- _TASK GOAL_
Scan the material below for "absolute", then return each line that contains it.

- _EXTRACTED ENTRIES_
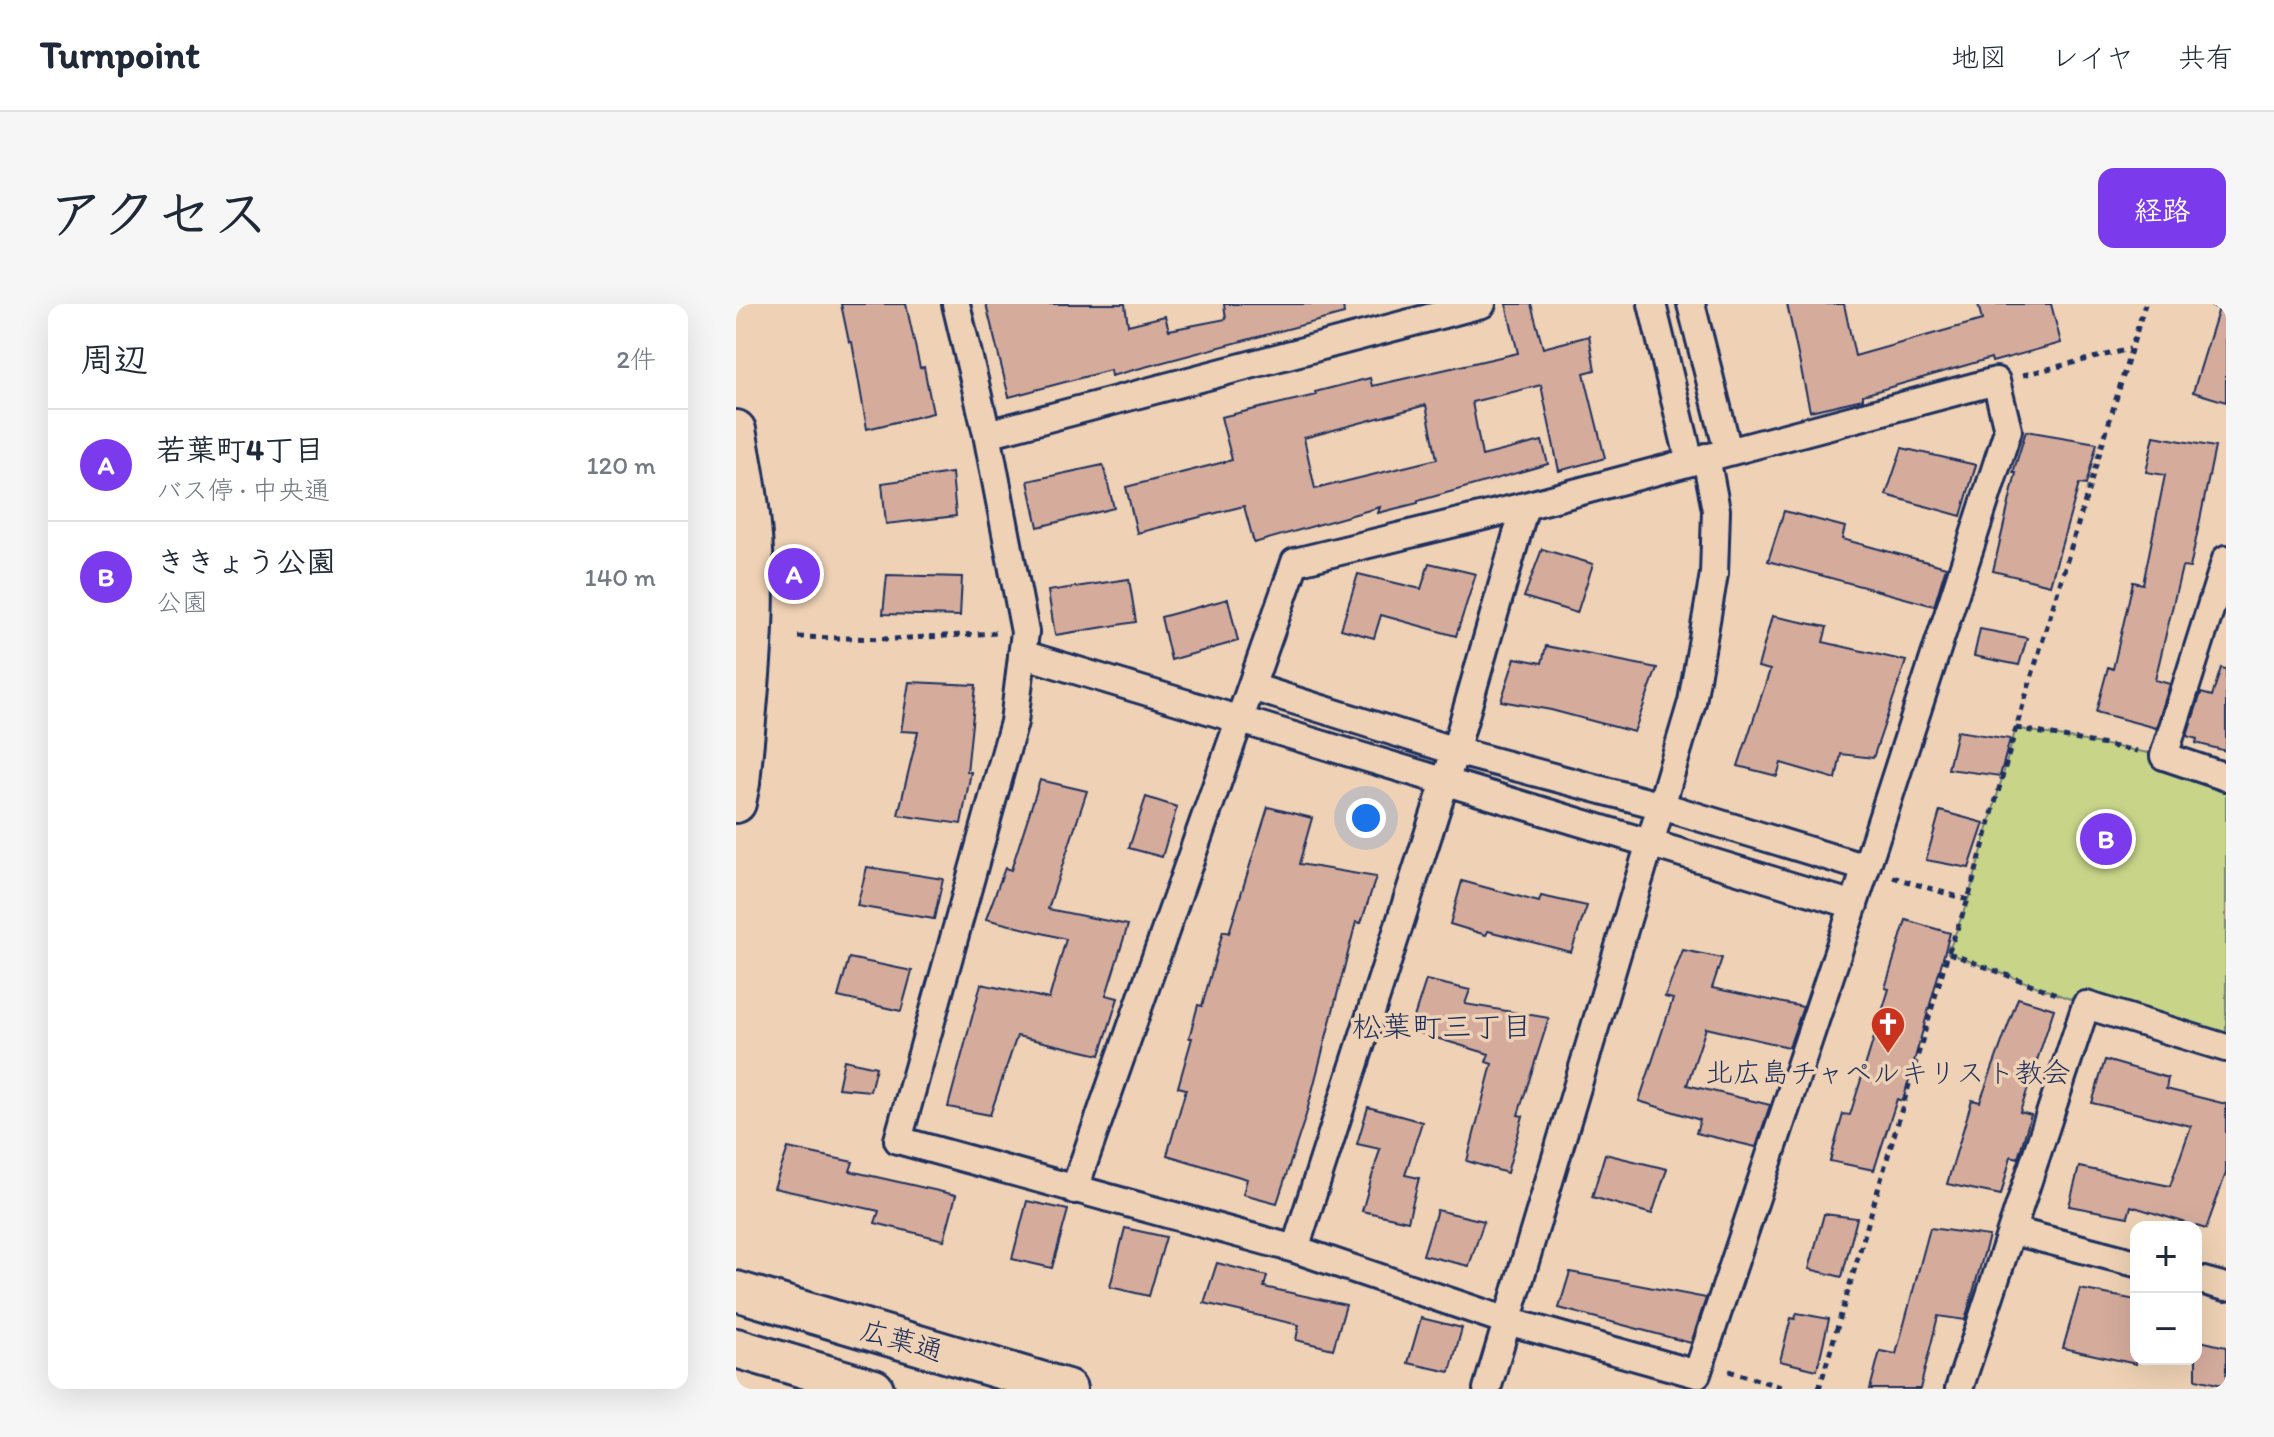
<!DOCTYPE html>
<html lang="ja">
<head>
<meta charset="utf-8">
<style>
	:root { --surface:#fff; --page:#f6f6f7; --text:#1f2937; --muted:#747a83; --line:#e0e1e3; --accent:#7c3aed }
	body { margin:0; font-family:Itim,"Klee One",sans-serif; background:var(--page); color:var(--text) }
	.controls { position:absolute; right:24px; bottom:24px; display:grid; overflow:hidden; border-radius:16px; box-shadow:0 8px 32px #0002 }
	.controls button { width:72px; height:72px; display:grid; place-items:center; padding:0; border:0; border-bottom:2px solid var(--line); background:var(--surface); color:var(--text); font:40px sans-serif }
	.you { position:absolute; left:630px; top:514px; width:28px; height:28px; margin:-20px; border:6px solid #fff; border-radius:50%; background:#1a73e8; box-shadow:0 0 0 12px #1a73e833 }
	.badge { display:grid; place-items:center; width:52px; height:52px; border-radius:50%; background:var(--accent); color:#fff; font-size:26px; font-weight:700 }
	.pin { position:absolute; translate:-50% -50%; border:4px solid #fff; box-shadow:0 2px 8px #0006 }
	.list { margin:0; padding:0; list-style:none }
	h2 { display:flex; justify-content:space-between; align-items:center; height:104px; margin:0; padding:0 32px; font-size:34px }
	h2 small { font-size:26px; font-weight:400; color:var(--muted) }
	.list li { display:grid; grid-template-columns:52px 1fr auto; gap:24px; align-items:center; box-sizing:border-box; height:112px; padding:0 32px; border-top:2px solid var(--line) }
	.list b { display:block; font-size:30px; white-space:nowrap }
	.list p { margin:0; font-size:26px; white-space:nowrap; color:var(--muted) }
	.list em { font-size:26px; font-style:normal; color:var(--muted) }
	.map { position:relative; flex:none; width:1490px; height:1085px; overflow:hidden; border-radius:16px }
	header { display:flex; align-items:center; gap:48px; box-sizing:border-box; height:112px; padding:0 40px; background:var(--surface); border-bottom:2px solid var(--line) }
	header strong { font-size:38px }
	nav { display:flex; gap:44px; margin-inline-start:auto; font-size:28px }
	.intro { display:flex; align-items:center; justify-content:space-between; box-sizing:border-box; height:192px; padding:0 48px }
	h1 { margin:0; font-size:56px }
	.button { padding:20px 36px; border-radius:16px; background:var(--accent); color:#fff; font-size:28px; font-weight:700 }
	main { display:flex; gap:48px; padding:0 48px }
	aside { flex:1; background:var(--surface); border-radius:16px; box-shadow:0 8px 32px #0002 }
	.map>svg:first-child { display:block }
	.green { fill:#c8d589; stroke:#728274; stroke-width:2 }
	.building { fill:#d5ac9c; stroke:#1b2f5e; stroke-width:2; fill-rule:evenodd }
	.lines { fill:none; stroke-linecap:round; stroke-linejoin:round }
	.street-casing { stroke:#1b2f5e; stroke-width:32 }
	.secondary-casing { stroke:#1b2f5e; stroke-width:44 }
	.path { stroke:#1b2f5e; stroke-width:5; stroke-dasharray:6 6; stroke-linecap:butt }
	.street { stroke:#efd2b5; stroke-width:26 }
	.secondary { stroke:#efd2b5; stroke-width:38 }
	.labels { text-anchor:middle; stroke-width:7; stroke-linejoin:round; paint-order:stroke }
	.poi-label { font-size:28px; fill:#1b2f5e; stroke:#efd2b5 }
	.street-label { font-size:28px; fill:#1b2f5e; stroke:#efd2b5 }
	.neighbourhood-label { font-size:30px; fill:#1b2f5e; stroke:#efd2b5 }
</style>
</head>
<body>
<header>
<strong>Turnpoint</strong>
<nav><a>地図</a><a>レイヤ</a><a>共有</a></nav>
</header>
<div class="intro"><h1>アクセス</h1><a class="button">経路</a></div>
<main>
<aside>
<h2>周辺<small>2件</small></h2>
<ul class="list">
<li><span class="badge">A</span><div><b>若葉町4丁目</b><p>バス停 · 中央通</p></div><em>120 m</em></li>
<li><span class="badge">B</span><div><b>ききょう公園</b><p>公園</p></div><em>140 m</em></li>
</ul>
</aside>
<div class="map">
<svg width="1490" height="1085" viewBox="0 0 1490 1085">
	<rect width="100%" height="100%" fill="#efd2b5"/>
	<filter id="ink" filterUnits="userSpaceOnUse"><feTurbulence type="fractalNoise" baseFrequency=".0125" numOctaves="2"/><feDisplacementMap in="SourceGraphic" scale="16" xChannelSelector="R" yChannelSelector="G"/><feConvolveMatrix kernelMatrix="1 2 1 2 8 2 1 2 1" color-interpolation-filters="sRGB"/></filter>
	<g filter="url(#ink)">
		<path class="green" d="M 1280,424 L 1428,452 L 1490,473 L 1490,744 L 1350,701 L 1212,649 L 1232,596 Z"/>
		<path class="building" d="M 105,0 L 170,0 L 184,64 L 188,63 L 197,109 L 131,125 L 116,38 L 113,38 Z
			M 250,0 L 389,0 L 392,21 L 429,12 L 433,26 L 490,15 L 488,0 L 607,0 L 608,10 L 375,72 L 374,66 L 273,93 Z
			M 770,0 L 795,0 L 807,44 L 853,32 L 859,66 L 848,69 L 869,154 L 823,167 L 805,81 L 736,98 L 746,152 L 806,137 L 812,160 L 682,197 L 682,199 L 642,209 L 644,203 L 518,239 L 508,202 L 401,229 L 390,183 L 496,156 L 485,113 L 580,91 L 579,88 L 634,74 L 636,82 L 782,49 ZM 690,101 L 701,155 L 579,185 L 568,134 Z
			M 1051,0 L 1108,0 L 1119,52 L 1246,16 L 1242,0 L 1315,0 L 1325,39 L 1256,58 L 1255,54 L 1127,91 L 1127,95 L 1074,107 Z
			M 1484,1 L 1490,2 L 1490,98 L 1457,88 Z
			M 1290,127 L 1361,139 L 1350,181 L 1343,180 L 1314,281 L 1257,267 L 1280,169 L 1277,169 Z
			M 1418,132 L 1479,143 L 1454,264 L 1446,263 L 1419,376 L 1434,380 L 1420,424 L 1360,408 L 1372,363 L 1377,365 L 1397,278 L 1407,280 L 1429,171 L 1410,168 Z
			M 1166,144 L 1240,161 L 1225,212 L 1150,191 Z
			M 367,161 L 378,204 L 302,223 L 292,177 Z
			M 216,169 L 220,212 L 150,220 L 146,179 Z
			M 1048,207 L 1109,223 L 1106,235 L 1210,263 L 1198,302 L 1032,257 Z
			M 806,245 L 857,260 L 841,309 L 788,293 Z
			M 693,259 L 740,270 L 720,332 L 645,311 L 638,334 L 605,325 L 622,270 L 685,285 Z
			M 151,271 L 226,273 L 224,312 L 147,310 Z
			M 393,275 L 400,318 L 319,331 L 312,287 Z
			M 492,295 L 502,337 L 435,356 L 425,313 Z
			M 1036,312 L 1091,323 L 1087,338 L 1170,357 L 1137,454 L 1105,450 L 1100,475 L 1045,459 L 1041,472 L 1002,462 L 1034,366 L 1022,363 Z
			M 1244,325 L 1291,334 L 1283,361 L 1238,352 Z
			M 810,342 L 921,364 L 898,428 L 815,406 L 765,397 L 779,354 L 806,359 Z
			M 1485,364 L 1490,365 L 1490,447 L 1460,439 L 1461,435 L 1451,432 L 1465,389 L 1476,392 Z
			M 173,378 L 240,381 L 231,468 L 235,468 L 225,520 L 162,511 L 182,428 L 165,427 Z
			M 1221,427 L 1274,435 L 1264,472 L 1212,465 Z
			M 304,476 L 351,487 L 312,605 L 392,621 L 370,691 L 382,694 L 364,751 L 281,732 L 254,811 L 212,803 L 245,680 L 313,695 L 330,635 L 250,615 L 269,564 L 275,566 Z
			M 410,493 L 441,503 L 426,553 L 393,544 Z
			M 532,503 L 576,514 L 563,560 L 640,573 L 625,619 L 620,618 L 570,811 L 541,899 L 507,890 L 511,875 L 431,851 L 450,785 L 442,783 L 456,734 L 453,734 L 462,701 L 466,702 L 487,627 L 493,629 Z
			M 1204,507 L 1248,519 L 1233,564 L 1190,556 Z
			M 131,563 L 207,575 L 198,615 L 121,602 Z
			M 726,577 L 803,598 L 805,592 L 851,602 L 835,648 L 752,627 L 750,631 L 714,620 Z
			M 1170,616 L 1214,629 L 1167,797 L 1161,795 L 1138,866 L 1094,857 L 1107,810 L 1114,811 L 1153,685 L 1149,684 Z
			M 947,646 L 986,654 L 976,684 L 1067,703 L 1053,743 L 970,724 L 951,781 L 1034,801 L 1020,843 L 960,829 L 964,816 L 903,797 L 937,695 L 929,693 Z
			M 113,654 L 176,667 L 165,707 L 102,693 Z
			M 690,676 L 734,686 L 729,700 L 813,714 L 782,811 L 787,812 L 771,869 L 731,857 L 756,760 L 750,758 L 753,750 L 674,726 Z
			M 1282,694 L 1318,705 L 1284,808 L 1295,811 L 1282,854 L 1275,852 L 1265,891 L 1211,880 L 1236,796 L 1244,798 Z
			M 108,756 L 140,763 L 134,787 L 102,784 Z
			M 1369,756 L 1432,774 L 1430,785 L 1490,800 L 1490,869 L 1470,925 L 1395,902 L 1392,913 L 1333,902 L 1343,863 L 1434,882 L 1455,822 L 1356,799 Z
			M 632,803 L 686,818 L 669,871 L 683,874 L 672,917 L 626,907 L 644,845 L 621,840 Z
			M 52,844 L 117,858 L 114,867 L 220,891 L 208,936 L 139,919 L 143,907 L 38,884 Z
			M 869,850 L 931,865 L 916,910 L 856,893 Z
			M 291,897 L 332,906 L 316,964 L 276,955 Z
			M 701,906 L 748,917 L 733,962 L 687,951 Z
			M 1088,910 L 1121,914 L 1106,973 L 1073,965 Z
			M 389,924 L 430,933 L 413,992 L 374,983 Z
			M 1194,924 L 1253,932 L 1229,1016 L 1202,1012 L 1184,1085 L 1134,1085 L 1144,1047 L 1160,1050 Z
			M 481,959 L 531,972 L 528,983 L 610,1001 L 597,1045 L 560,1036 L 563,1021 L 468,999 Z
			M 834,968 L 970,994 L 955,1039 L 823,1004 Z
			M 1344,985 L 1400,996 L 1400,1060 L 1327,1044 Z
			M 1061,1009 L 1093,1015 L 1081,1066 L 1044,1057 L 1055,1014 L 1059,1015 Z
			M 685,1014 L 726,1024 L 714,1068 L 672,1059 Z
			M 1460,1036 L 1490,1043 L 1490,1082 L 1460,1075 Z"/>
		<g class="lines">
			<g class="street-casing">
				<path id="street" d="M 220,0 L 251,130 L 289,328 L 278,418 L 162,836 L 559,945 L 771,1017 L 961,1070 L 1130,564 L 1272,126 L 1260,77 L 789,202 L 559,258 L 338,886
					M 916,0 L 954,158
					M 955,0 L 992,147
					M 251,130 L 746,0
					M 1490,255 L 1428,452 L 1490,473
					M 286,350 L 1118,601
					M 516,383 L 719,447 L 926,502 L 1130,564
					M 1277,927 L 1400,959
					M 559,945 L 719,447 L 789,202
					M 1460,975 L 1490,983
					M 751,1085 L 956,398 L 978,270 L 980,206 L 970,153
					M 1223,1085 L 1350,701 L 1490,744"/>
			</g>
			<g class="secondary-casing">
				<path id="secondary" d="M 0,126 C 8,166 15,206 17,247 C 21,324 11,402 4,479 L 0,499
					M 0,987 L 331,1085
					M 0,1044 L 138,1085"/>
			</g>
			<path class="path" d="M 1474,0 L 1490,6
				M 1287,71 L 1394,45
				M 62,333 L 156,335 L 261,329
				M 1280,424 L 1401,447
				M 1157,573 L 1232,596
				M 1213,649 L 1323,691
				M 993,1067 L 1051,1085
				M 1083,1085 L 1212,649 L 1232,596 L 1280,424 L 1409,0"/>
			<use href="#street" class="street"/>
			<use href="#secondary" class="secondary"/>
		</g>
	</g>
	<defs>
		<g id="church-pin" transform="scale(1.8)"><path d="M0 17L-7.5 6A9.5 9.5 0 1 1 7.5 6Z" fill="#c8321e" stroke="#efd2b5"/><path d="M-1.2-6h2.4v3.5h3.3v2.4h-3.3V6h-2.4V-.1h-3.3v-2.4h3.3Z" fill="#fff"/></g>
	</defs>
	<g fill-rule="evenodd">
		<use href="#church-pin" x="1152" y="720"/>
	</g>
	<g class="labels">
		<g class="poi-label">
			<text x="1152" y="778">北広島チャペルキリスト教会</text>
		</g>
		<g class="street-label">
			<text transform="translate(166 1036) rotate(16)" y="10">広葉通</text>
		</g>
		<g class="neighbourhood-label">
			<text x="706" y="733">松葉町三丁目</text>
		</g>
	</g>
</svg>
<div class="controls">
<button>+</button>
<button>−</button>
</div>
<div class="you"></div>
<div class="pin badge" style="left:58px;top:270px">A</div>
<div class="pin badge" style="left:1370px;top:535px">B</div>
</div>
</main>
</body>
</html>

- _SOLUTION FOR THIS TASK_
	.controls { position:absolute; right:24px; bottom:24px; display:grid; overflow:hidden; border-radius:16px; box-shadow:0 8px 32px #0002 }
	.you { position:absolute; left:630px; top:514px; width:28px; height:28px; margin:-20px; border:6px solid #fff; border-radius:50%; background:#1a73e8; box-shadow:0 0 0 12px #1a73e833 }
	.pin { position:absolute; translate:-50% -50%; border:4px solid #fff; box-shadow:0 2px 8px #0006 }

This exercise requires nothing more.